Truckie's grim health warning: 'Check for your survival'
TONY Camilleri felt like he'd been slapped in the face when he heard the doctors telling him his prostate cancer had progressed to stage four.
That life-threatening diagnosis meant that he'd have to hang up the keys to his beloved Kenworth 6W - for good.
"You want to go out and end your career on your own merits, but the cancer is telling me I have to. As it stands, now it looks like it's all over for me," he said.
But the 65-year-old, who suffered from Hodgkin's lymphoma 20 years ago and has been a truckie for most of his working career, is determined to fight and will undergo more chemotherapy soon.
His own diagnosis might not be preventable, but he's hoping that sharing his story will encourage other men to go get themselves checked out.
He said he'd been having regular check ups with his doctor after beating the Hodgkin's lymphoma, but alarm bells started ringing for him one day when he went to the toilet and couldn't wee.
"After some tests we discovered it was prostate cancer. I'd been regularly getting checked out, but my doctor said they'd only been checking for the Hodgkin's."

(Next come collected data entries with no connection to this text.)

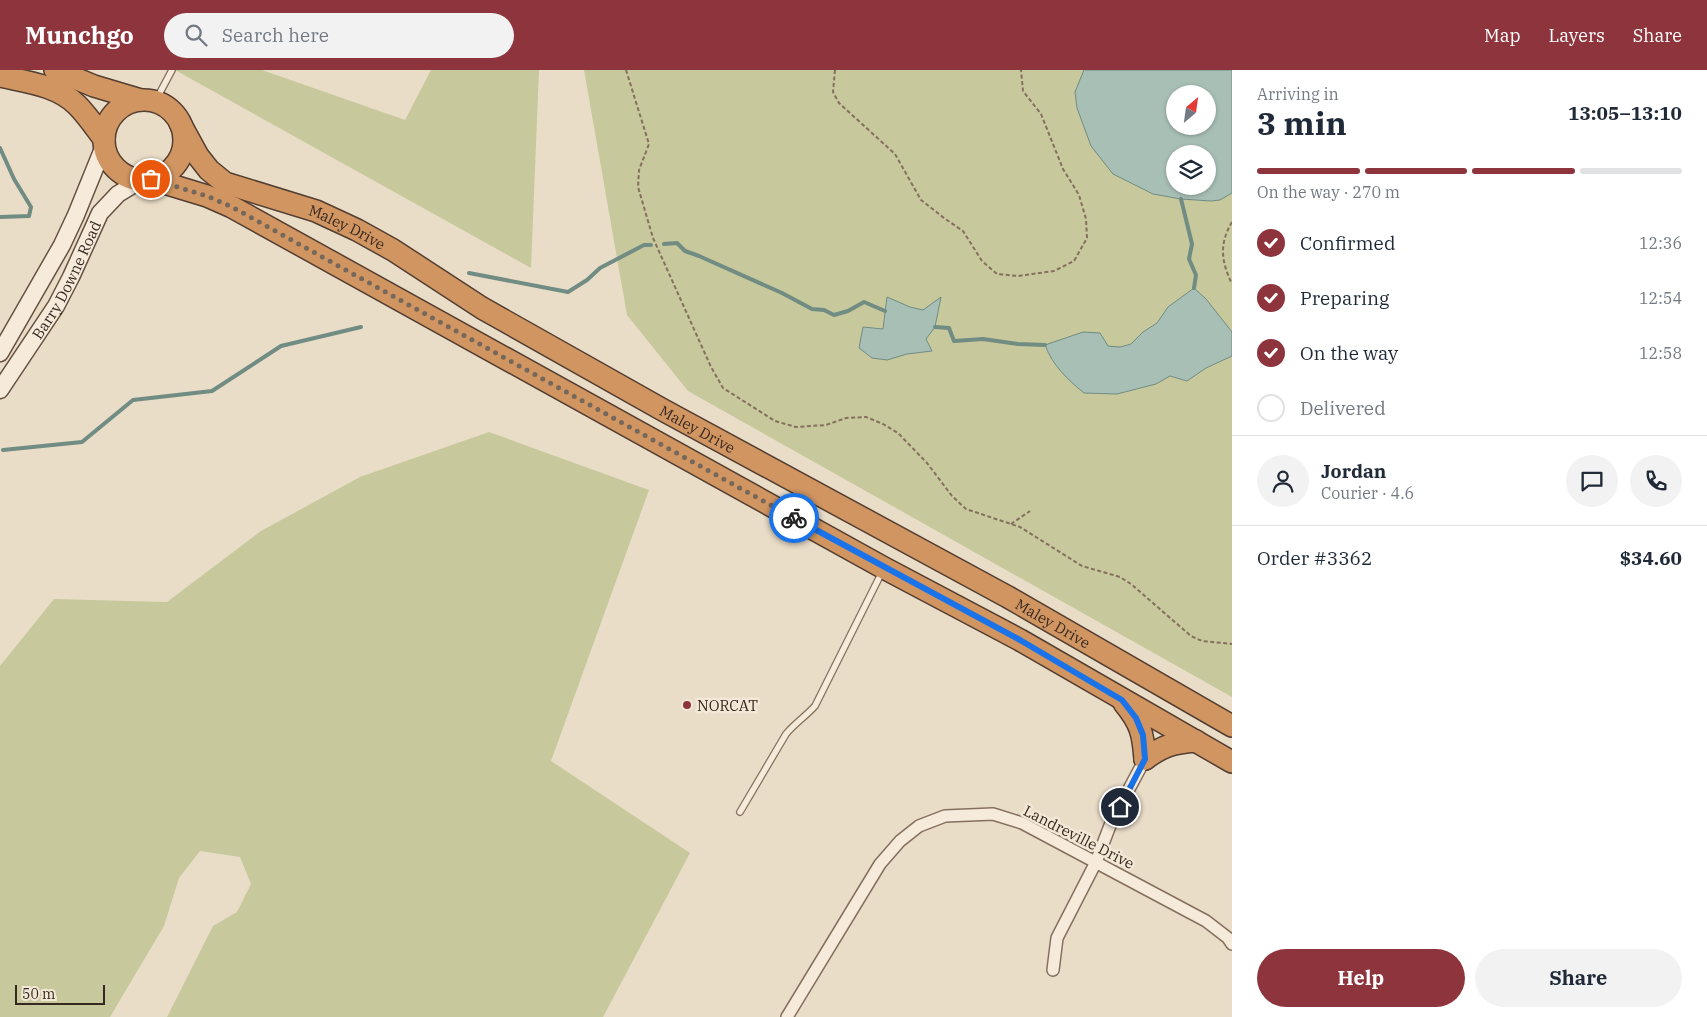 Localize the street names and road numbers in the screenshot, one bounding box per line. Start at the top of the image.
street label: Maley Drive [307,200,389,253]
street label: Barry Downe Road [27,218,105,342]
street label: Maley Drive [657,401,739,457]
street label: Maley Drive [1012,594,1094,652]
street label: Landreville Drive [1021,801,1137,873]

He received his first diagnosis 12 months ago and has been through several bouts of chemotherapy since then, which slowed the cancer down, but not enough.
"It's been really full on," he said.
"It's a sneaky cancer.
"The problem with it is it sneaks up on you and when you find out you have it, it's too late.

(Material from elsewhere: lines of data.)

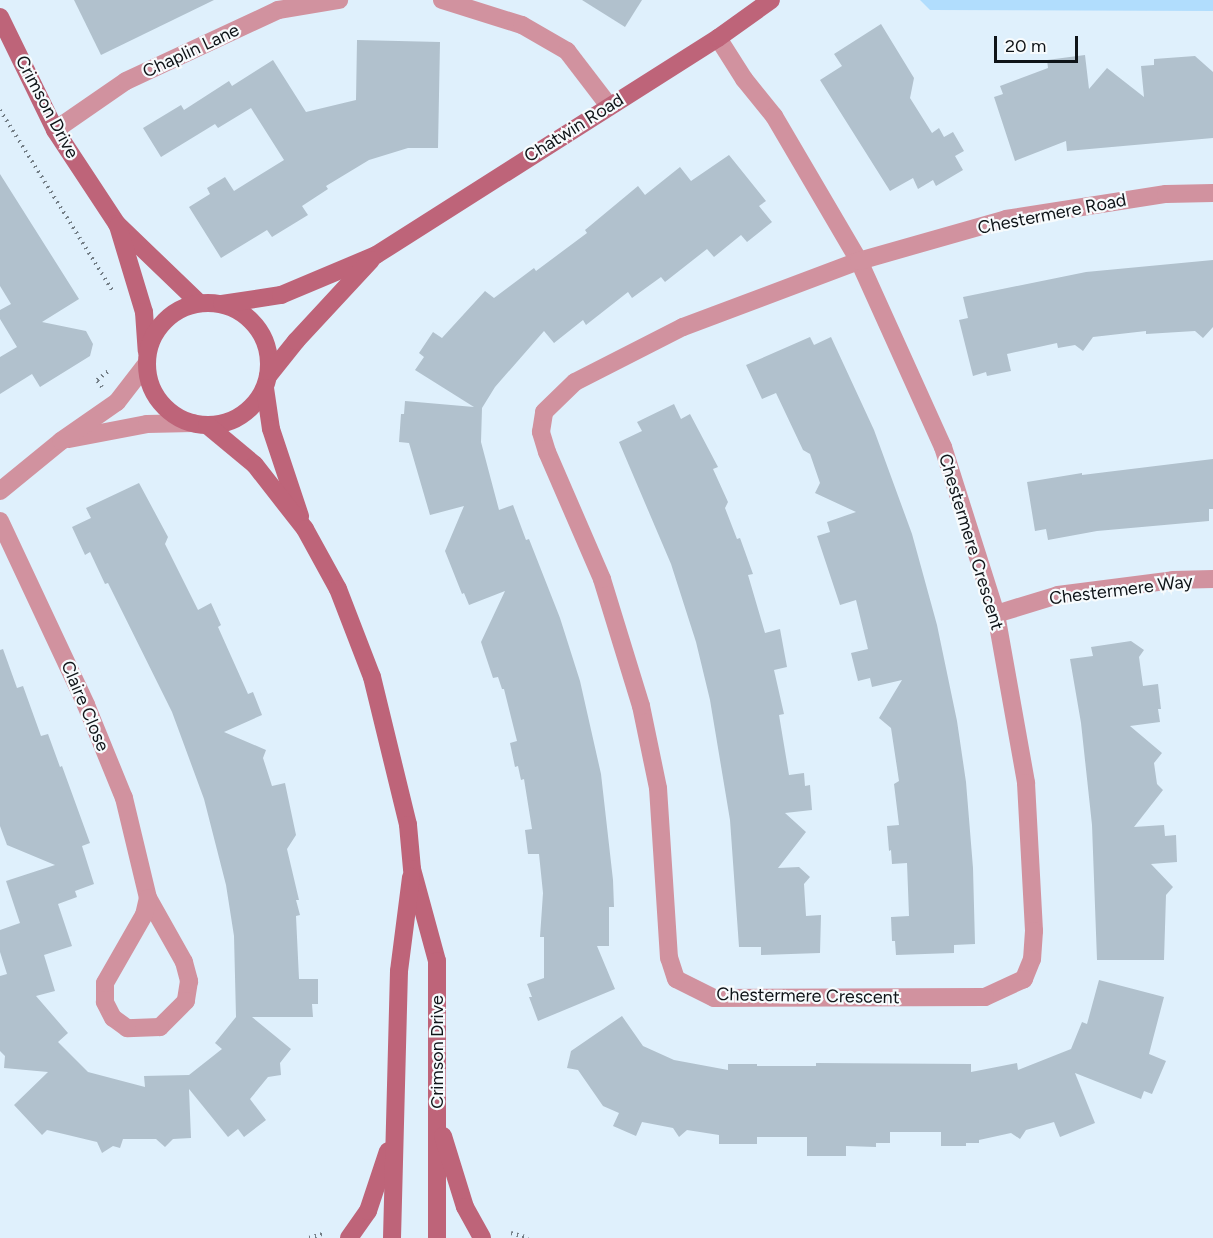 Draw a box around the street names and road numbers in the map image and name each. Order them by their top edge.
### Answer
street label: Chaplin Lane [139,19,243,83]
street label: Crimson Drive [11,52,83,162]
street label: Chatwin Road [520,89,628,167]
street label: Chestermere Road [976,189,1128,239]
street label: Chestermere Crescent [934,451,1008,633]
street label: Chestermere Way [1048,570,1194,610]
street label: Claire Close [56,657,114,755]
street label: Chestermere Crescent [716,984,900,1008]
street label: Crimson Drive [426,995,448,1109]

"You've gotta check for your survival."
Throughout this challenging time in his life, Tony's friend Heath Johnson has been a huge support.
So much so that he helped organised a fundraiser for the Peter MacCallum Cancer Centre, which raised more than $20,000.
Tony's brother, the singer Joe Camilleri, performed at the event as did Tony's niece Sarah Busuttil Palmer from Royal Hijinks.